## Probabilities, distributions, measurements and expected errors

First we assume that the possible outcomes of an observation is a finite set of values. For instance, let us assume that the time the prof takes to mark an exam is either 1, 2, 3 or 4 hours (s/he does not count minutes). If the probability for each value is the same (namely 0.25 = 1 / 4) we say that the marking time has a uniform distribution over the four values 1 through 4.

What would be the distribution of time required by this prof to mark two exams ? - Answer: the value 2 and 8 have probability (1 / 16), values 3 and 7 have probability 2 * (1 / 16), values 4 and 6 have probability 3 * (1 / 16), and value 5 has probability 4 * (1 / 16). This approaches a Normal Distribution.

The average of a distribution over a set of values Vi (i = 1 ... N) is equal to (Sum over all i of Vi * Pi ) / N where Pi is the probability that Vi occurs. Note that values of the probabilities Pi are always normalized such that their sum is equal to 1 (one).
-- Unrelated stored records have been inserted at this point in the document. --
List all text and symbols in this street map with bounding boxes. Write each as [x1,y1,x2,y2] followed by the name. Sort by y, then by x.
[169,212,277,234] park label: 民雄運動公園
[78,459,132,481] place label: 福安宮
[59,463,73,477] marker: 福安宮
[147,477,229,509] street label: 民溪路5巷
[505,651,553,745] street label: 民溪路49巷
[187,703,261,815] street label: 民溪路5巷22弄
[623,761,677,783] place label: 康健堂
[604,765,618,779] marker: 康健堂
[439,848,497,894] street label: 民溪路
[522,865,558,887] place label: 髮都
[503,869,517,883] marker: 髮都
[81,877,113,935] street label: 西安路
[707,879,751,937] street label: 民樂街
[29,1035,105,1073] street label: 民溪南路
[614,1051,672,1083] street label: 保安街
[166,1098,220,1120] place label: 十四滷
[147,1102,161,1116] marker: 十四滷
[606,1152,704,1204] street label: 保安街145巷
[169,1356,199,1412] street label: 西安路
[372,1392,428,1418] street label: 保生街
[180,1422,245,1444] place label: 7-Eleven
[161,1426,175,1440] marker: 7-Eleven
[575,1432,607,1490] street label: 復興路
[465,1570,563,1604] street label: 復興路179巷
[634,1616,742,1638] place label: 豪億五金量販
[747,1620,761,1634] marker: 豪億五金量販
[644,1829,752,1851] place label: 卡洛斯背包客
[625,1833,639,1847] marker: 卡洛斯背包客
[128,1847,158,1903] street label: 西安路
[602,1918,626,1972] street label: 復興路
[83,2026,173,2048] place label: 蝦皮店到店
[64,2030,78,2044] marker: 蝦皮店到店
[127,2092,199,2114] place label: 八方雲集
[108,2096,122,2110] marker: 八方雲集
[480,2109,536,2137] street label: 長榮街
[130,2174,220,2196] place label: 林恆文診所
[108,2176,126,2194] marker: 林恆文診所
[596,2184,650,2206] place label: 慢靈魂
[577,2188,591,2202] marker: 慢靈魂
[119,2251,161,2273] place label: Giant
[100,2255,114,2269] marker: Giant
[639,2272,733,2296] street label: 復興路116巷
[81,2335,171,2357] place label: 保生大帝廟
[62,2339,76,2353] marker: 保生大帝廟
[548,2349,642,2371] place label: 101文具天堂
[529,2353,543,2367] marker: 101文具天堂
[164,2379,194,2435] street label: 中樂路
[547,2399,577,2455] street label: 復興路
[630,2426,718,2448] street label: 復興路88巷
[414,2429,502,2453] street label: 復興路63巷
In the case that the set of values is infinite, for instance all real values x between zero and infinity, the average is defined as the integral over x * Px * dx where Px * dx is the probability that a value between x and (x + dx) occurs (dx is a differential - very small).

Two important numbers defined by a distribution: the average Av and the standard deviation SD. The standard deviation is the square root of ((Sum over all i of (Av - Vi )**2 ) / N)

Performance models: Performance models are introduced to model the performance aspects of a system. Often one is interested in the response time of a system. If one makes the assumption that the response time does not depend on the particular request that is coming from the user, and if the next request is only provided once the answer to the first request has been given by the system, then we can characterize the performance of the system by a distribution over the real values between zero and infinity which indicates what the probability is of obtaining a response time between a value x and (x + dx).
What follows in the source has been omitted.